Grab this GPU driver if you scored an RTX 3060 Ti, or are getting blue screen crashes

GeForce RTX 3060 Ti Founders Edition
(Image credit: Nvidia)

For those of you who were quick on the trigger finger yesterday and managed to secure a GeForce RTX 3060 Ti graphics card before it inevitably sold out, Nvidia is serving up a new GPU driver that adds support for your shiny new piece of hardware. It also fixes two separate 'blue screen of death' errors, or BSODs—those dreaded Windows crashes that dump you into a blue screen before rebooting.

Support for the 3060 Ti is really the highlight, though. The latest 457.51 WHQL driver is deemed "Game Ready" for Nvidia's latest version of Ampere, and that essentially means this driver will ensure you are getting the best experience from your new card, in terms of performance and reliability.

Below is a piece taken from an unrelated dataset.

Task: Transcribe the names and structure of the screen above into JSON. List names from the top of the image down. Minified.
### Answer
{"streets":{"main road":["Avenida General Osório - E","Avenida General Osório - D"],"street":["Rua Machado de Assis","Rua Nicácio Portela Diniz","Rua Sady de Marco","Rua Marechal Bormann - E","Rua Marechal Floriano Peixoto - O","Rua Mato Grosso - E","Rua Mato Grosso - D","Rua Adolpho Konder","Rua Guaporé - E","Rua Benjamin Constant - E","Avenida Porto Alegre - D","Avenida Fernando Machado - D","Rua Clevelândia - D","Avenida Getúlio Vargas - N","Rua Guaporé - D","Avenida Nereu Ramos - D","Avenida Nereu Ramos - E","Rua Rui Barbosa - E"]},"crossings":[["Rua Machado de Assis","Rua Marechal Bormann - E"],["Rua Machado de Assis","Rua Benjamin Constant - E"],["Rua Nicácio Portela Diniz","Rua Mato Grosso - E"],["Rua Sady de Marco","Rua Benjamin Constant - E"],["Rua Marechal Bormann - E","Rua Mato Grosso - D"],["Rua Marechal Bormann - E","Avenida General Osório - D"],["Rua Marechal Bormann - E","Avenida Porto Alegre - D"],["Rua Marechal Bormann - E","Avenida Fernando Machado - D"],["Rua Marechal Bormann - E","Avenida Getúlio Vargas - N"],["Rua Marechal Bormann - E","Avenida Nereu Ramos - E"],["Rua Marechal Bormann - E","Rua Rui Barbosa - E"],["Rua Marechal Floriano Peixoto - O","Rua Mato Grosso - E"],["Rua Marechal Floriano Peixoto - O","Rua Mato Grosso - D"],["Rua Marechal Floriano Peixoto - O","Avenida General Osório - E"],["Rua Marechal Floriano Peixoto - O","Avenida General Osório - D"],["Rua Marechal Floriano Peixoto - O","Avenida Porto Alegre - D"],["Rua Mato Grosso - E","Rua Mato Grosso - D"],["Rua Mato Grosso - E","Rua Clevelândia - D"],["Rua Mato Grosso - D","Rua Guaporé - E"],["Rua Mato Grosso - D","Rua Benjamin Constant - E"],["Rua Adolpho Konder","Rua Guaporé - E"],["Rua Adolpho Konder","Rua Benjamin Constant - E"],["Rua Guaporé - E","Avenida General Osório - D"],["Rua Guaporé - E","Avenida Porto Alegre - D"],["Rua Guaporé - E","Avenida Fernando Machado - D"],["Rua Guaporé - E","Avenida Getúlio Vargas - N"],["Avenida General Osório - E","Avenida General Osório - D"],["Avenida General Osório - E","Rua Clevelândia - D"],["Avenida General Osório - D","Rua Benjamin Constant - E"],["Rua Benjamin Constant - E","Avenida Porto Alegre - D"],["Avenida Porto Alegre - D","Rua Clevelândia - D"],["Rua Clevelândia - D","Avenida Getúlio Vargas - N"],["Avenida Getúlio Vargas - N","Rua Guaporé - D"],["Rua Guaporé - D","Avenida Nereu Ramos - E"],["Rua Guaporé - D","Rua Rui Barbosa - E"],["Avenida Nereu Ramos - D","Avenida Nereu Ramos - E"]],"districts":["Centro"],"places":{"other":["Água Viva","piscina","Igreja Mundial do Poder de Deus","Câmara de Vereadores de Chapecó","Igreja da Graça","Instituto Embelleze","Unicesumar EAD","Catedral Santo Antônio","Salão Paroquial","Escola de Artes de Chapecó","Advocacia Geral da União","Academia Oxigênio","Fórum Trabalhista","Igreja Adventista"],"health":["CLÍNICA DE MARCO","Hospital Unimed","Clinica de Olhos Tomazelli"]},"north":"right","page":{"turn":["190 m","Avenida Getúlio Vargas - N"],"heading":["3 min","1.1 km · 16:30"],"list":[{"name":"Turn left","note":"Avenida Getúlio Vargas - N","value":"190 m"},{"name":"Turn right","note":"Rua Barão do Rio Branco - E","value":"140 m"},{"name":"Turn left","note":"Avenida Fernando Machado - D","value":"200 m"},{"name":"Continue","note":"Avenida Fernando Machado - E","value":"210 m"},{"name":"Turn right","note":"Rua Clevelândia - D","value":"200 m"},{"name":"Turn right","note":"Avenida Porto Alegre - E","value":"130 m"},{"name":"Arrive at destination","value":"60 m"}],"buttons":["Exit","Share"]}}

"The GeForce RTX 3060 Ti is available now. Faster than the $699 RTX 2080 Super, and beating the RTX 2060 Super by an average of 40 percent, the new $399 GeForce RTX 30 Series graphics card is a tremendous purchase for gamers seeking blistering 1080p and 1440p max setting performance," Nvidia says.

We agree, it is a tremendous purchase, just that actually buying one is the tricky part. Nvidia noted after the GeForce RTX 3080 launch that it was seeing "unprecedented demand" for Ampere, and that seems to have continued for the 3090, 3070, and now the 3060 Ti, all of which sold out pretty much immediately.

Beyond that, there are no specific game optimizations with this driver, but there are a few bug fixes. Nvidia says this driver fixes an issue that can cause blue screen crashes when waking from sleep while running an Ampere GPU. Separately, it also fixes a blue screen bug that can occur when playing or browsing videos from the Chrome browser. It's not clear if that also affects the modern version of Edge, which is based on the same Chromium engine as Chrome.

There are two other bug fixes in this release. One is after launching and then closing Star Wars: Squadrons, Freestyle/Ansel stops working in supported games. The other is that Lenovo Y740 laptops can have a corrupted display after waking from sleep.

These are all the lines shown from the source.